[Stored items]
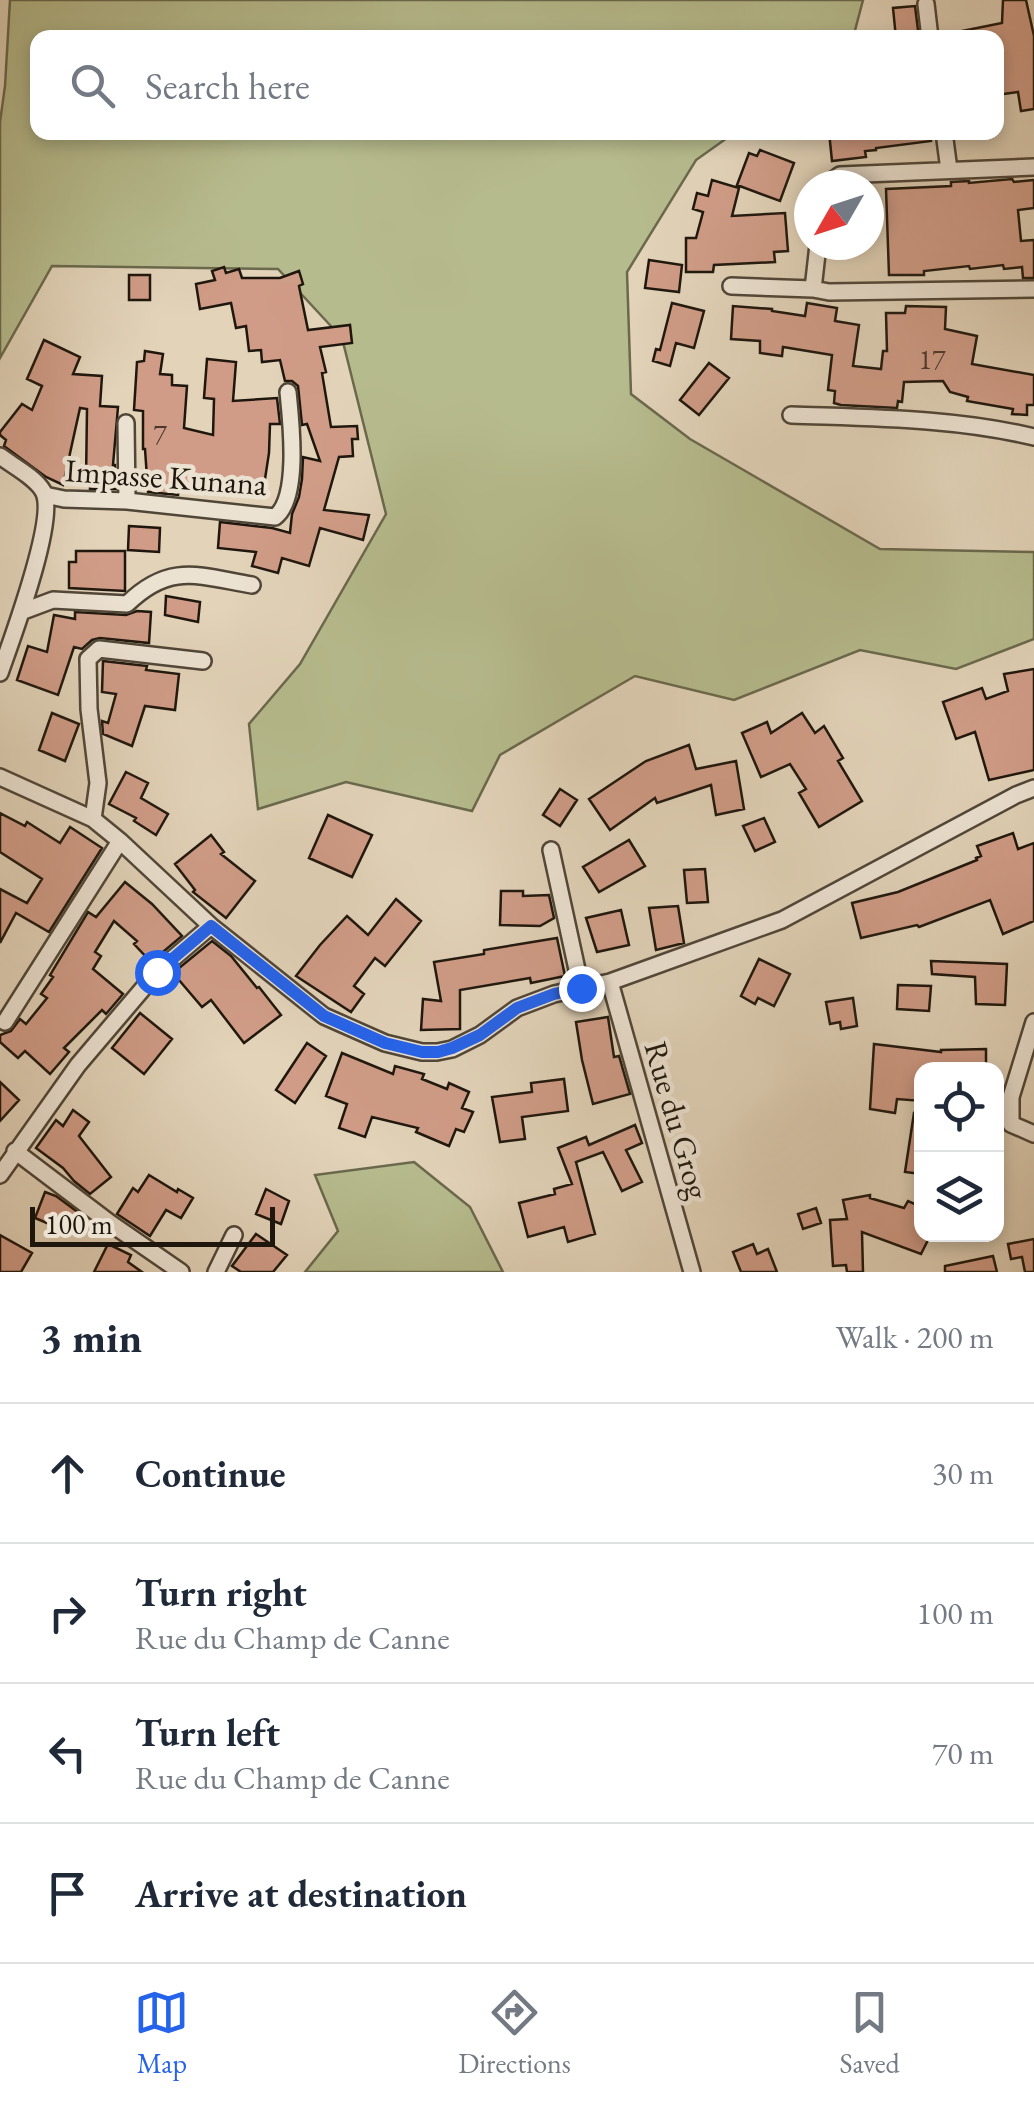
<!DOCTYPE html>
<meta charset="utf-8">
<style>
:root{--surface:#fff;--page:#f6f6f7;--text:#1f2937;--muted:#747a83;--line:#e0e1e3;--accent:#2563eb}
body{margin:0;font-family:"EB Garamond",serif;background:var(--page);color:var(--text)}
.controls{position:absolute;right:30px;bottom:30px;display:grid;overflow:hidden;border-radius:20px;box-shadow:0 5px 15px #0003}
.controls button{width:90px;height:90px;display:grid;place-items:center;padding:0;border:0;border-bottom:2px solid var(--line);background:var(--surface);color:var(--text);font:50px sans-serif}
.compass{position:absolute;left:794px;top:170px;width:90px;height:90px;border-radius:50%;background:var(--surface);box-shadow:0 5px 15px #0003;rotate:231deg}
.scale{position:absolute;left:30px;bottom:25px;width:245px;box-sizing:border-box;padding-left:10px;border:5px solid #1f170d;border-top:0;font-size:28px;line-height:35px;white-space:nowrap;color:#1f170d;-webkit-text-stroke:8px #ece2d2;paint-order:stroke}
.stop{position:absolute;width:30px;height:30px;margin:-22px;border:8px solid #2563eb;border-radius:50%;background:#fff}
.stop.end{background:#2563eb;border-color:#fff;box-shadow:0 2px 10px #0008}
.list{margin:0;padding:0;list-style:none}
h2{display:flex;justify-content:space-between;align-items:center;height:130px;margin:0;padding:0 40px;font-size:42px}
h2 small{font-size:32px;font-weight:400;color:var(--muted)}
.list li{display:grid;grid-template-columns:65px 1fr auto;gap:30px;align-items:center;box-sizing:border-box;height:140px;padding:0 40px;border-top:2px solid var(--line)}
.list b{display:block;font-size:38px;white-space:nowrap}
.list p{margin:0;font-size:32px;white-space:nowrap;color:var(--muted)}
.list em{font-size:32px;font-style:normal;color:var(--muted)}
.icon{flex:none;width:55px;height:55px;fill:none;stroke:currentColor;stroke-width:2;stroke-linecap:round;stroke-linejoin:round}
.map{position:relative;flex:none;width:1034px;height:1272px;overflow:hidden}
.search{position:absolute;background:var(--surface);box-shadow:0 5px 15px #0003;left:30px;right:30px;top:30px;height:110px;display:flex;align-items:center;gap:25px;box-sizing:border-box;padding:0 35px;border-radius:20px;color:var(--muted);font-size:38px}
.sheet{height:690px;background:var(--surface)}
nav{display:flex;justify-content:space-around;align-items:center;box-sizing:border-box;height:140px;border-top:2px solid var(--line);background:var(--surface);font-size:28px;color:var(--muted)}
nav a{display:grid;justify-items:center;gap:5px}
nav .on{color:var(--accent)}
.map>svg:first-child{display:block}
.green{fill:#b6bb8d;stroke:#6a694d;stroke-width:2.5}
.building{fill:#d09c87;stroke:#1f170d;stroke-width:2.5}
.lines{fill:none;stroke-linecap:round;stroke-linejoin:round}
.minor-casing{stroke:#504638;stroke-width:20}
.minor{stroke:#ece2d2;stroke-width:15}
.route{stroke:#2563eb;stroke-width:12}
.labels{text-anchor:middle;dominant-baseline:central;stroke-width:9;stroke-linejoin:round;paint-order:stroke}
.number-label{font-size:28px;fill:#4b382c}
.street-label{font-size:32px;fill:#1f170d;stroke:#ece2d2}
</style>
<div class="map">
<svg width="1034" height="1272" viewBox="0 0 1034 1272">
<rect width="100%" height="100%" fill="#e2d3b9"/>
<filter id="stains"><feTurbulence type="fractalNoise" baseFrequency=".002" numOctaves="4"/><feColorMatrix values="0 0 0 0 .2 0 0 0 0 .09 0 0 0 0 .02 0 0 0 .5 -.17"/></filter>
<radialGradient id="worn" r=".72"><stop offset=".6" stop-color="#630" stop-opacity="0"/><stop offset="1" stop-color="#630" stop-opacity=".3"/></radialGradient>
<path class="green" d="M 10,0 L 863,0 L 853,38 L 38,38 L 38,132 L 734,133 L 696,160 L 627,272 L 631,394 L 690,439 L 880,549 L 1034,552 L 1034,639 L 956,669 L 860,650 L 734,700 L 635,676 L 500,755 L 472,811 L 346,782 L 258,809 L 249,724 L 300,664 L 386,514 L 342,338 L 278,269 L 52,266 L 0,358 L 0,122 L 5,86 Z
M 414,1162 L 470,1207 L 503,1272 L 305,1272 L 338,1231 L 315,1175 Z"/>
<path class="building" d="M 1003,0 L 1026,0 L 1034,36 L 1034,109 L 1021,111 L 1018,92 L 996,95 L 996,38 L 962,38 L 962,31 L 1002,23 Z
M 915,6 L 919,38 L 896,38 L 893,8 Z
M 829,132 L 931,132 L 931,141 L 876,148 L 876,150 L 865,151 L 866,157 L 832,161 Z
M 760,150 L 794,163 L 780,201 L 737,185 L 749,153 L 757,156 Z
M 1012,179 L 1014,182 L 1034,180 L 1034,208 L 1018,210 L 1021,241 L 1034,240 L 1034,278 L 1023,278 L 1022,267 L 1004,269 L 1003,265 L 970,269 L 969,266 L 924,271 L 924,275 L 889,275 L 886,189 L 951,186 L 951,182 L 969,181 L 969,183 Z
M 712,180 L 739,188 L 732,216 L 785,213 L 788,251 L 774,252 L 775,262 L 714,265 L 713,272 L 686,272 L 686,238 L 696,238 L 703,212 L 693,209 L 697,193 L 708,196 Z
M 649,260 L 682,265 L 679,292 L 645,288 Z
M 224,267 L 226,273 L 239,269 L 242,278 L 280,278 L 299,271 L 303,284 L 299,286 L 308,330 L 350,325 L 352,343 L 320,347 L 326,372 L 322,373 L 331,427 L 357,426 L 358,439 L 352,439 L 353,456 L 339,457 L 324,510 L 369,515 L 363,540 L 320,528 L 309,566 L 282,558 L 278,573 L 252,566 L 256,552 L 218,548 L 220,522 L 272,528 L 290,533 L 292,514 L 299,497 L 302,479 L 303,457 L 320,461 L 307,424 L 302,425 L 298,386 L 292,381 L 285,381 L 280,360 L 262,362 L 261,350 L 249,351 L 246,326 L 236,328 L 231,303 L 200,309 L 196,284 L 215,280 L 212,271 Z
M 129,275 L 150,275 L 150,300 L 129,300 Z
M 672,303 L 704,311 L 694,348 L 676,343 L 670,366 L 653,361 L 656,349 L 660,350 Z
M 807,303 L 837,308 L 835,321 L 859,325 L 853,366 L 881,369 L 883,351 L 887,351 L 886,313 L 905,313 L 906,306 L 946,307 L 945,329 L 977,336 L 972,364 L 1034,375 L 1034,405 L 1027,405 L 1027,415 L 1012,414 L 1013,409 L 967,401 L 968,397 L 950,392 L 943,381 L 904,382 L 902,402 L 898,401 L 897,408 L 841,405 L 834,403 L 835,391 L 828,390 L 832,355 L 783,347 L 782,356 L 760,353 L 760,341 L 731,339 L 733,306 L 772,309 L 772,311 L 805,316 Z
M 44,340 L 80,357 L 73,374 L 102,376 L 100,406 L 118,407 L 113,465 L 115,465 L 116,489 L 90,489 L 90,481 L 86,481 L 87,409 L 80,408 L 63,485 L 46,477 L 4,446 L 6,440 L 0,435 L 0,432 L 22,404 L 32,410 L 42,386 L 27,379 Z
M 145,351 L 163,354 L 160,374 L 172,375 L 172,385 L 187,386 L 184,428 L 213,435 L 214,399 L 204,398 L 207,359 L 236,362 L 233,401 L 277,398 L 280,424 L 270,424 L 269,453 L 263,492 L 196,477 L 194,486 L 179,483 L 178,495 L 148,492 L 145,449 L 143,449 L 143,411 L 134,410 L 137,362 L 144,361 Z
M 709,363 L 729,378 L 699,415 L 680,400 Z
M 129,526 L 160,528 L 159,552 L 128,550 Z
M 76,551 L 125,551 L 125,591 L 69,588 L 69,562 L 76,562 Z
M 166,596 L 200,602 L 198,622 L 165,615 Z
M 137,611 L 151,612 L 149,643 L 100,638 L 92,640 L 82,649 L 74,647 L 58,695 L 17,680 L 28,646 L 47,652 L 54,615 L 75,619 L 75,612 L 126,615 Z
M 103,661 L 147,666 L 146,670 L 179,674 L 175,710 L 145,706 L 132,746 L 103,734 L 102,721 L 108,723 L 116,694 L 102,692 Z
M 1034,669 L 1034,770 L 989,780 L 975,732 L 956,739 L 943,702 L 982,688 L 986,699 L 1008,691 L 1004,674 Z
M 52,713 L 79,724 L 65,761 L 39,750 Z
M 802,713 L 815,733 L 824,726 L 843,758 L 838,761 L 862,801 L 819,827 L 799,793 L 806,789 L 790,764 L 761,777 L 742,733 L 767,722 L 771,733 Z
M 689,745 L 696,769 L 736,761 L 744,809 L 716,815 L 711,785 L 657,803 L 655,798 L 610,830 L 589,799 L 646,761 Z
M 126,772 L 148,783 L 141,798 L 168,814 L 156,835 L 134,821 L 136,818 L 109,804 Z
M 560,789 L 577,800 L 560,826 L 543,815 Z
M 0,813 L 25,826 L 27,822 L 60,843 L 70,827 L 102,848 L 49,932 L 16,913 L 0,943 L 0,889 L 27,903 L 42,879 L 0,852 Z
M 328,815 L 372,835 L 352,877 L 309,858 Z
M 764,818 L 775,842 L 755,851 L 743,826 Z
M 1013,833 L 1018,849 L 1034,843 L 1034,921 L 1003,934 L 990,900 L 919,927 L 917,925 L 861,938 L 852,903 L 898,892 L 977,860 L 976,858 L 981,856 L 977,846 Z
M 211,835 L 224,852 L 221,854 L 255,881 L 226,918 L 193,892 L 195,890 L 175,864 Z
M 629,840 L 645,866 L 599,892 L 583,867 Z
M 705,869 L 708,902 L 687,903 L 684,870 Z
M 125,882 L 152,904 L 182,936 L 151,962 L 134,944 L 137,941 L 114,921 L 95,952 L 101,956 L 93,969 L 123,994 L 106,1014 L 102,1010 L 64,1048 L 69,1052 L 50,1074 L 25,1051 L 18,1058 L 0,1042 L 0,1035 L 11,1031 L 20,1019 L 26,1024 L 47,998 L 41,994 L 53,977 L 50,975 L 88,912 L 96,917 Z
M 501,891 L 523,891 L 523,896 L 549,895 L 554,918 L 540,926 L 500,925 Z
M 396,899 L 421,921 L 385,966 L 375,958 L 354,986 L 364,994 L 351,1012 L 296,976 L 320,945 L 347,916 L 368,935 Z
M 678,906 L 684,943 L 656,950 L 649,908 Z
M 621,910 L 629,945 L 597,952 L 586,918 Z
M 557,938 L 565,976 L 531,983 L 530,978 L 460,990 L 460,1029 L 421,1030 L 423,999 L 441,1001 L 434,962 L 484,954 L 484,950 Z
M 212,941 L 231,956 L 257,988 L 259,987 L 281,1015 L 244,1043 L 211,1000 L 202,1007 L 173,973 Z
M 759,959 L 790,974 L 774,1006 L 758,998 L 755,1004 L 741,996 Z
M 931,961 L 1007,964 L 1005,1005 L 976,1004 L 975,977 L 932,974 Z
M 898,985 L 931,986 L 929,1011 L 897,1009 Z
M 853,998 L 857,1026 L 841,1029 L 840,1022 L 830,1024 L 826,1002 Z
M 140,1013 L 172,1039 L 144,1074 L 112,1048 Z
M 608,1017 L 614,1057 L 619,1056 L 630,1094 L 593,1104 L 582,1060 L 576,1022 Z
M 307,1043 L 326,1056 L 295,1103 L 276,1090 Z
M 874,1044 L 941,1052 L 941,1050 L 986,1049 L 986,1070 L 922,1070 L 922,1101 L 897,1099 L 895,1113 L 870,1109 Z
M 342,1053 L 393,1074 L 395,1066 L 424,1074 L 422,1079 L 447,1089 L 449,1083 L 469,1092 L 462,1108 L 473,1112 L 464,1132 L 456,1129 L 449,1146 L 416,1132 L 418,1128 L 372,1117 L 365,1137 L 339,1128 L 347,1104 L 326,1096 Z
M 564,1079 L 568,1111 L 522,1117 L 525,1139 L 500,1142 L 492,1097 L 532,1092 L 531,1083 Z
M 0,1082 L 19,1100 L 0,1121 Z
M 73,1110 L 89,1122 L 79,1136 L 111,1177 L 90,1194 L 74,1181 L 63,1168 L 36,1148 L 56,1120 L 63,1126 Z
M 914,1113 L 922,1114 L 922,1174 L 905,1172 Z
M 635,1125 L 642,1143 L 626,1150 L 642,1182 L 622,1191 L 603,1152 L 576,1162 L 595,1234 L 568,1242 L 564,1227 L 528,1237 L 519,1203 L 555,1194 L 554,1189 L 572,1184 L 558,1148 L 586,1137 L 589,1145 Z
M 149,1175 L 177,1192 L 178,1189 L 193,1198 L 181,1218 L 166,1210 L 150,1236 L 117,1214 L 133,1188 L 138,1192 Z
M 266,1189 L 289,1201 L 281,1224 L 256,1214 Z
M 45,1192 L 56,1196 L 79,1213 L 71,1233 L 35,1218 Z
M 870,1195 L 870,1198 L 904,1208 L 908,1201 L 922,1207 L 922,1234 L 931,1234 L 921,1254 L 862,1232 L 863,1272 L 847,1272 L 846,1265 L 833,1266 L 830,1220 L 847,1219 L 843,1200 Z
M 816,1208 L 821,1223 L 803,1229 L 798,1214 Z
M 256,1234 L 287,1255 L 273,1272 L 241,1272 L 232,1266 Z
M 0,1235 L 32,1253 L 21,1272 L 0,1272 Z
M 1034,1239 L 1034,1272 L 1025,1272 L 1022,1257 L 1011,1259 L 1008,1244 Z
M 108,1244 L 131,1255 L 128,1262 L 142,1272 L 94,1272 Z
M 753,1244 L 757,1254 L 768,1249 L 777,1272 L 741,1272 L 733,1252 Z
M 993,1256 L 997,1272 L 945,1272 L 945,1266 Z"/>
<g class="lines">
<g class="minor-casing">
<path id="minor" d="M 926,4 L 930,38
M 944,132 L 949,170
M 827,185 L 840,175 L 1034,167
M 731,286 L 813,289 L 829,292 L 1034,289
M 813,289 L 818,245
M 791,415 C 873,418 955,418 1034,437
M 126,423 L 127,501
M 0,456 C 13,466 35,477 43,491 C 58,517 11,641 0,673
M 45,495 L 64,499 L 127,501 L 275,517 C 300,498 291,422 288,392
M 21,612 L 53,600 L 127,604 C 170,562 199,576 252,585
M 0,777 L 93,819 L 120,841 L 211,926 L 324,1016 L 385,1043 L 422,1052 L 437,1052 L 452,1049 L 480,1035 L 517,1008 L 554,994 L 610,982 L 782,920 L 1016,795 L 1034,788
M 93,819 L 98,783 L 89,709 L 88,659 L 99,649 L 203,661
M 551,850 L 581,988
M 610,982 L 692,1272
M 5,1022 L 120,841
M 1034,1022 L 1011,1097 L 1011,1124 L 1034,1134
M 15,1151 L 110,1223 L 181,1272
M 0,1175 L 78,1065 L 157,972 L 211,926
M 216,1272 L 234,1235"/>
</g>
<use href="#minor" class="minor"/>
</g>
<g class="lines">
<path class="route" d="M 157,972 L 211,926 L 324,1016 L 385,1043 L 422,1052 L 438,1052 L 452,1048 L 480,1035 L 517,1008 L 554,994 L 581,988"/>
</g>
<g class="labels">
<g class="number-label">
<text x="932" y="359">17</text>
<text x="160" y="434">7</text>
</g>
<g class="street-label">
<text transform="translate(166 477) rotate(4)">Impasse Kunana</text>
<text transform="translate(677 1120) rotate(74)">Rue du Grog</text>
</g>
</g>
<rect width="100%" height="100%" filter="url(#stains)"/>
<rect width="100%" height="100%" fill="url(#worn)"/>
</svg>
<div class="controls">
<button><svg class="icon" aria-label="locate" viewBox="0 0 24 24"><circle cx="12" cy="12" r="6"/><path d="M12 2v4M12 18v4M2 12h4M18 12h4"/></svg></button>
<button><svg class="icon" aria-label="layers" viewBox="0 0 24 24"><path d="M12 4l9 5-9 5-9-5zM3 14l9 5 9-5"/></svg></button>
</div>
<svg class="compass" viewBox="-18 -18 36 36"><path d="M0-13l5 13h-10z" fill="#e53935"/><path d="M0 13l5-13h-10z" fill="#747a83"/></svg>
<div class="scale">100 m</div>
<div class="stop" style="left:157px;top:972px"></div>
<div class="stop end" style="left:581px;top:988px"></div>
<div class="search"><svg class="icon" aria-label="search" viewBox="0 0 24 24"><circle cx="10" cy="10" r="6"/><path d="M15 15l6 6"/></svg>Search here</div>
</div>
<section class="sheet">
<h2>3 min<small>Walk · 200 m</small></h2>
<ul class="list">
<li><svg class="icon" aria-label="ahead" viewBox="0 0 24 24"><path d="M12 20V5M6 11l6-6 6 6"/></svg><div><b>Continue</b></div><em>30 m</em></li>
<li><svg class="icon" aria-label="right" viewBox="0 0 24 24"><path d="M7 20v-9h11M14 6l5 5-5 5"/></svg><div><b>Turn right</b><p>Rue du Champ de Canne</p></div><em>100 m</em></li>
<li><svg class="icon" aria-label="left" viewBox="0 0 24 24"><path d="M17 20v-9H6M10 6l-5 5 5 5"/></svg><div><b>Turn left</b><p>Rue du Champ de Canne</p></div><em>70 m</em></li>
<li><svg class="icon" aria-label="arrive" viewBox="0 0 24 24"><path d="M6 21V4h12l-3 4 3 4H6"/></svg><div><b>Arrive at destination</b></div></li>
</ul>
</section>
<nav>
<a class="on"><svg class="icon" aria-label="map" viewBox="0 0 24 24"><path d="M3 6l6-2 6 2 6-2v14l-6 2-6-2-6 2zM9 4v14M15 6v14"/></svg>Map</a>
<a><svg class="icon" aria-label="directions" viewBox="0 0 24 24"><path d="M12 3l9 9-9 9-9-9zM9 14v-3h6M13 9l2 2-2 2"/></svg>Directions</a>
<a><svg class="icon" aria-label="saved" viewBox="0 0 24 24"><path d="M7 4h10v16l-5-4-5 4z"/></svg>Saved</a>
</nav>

**ASSIGNMENT**
Your response should be each line that includes the word "list", copied from the records.

**REPLY**
.list{margin:0;padding:0;list-style:none}
.list li{display:grid;grid-template-columns:65px 1fr auto;gap:30px;align-items:center;box-sizing:border-box;height:140px;padding:0 40px;border-top:2px solid var(--line)}
.list b{display:block;font-size:38px;white-space:nowrap}
.list p{margin:0;font-size:32px;white-space:nowrap;color:var(--muted)}
.list em{font-size:32px;font-style:normal;color:var(--muted)}
<ul class="list">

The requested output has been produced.